■ **EXERCISE BRIEF**
Please reproduce every record, keeping each one exactly as written.

■ **EXCERPTED DATA**
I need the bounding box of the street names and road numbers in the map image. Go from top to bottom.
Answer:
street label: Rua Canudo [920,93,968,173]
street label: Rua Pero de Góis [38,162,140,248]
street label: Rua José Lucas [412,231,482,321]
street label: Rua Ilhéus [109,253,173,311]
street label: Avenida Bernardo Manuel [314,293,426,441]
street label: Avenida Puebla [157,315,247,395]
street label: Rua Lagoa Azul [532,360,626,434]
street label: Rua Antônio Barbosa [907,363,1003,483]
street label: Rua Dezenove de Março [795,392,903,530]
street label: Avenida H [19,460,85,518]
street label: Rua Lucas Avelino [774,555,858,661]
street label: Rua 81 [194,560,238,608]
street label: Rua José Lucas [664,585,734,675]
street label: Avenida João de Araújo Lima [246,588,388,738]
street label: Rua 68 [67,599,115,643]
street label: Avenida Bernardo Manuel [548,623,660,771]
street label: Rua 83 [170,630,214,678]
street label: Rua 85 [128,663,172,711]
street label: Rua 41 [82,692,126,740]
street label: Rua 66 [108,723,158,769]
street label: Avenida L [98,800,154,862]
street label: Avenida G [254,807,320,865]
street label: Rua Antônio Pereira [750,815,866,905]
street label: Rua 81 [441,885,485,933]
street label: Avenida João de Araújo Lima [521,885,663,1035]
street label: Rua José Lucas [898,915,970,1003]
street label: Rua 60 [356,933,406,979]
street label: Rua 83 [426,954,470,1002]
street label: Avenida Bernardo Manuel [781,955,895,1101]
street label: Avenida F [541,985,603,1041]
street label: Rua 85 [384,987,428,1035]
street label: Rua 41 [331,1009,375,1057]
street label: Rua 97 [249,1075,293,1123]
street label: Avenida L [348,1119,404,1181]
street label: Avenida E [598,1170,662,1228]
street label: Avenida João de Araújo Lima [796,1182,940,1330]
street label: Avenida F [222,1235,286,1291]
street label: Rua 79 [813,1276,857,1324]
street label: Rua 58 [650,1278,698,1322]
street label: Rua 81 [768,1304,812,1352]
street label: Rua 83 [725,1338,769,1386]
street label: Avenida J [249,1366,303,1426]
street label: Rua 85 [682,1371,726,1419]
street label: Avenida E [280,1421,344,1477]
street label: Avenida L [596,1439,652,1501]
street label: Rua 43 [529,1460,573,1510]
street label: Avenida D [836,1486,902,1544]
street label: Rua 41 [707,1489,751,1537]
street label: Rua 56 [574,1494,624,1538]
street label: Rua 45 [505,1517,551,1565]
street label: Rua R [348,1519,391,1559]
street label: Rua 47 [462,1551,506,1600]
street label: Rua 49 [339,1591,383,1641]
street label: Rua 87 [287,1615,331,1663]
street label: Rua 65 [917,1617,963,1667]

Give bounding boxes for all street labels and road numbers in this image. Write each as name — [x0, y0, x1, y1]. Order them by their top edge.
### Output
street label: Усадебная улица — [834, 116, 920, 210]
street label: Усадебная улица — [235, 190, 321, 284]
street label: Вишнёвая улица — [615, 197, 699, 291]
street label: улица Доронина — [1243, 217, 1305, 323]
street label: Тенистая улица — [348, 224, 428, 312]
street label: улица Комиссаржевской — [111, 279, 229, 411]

■ **REPLY**
I need the bounding box of the street names and road numbers in the map image. Go from top to bottom.
Answer:
street label: Rua Canudo [920,93,968,173]
street label: Rua Pero de Góis [38,162,140,248]
street label: Rua José Lucas [412,231,482,321]
street label: Rua Ilhéus [109,253,173,311]
street label: Avenida Bernardo Manuel [314,293,426,441]
street label: Avenida Puebla [157,315,247,395]
street label: Rua Lagoa Azul [532,360,626,434]
street label: Rua Antônio Barbosa [907,363,1003,483]
street label: Rua Dezenove de Março [795,392,903,530]
street label: Avenida H [19,460,85,518]
street label: Rua Lucas Avelino [774,555,858,661]
street label: Rua 81 [194,560,238,608]
street label: Rua José Lucas [664,585,734,675]
street label: Avenida João de Araújo Lima [246,588,388,738]
street label: Rua 68 [67,599,115,643]
street label: Avenida Bernardo Manuel [548,623,660,771]
street label: Rua 83 [170,630,214,678]
street label: Rua 85 [128,663,172,711]
street label: Rua 41 [82,692,126,740]
street label: Rua 66 [108,723,158,769]
street label: Avenida L [98,800,154,862]
street label: Avenida G [254,807,320,865]
street label: Rua Antônio Pereira [750,815,866,905]
street label: Rua 81 [441,885,485,933]
street label: Avenida João de Araújo Lima [521,885,663,1035]
street label: Rua José Lucas [898,915,970,1003]
street label: Rua 60 [356,933,406,979]
street label: Rua 83 [426,954,470,1002]
street label: Avenida Bernardo Manuel [781,955,895,1101]
street label: Avenida F [541,985,603,1041]
street label: Rua 85 [384,987,428,1035]
street label: Rua 41 [331,1009,375,1057]
street label: Rua 97 [249,1075,293,1123]
street label: Avenida L [348,1119,404,1181]
street label: Avenida E [598,1170,662,1228]
street label: Avenida João de Araújo Lima [796,1182,940,1330]
street label: Avenida F [222,1235,286,1291]
street label: Rua 79 [813,1276,857,1324]
street label: Rua 58 [650,1278,698,1322]
street label: Rua 81 [768,1304,812,1352]
street label: Rua 83 [725,1338,769,1386]
street label: Avenida J [249,1366,303,1426]
street label: Rua 85 [682,1371,726,1419]
street label: Avenida E [280,1421,344,1477]
street label: Avenida L [596,1439,652,1501]
street label: Rua 43 [529,1460,573,1510]
street label: Avenida D [836,1486,902,1544]
street label: Rua 41 [707,1489,751,1537]
street label: Rua 56 [574,1494,624,1538]
street label: Rua 45 [505,1517,551,1565]
street label: Rua R [348,1519,391,1559]
street label: Rua 47 [462,1551,506,1600]
street label: Rua 49 [339,1591,383,1641]
street label: Rua 87 [287,1615,331,1663]
street label: Rua 65 [917,1617,963,1667]

Give bounding boxes for all street labels and road numbers in this image. Write each as name — [x0, y0, x1, y1]. Order them by their top edge.
### Output
street label: Усадебная улица — [834, 116, 920, 210]
street label: Усадебная улица — [235, 190, 321, 284]
street label: Вишнёвая улица — [615, 197, 699, 291]
street label: улица Доронина — [1243, 217, 1305, 323]
street label: Тенистая улица — [348, 224, 428, 312]
street label: улица Комиссаржевской — [111, 279, 229, 411]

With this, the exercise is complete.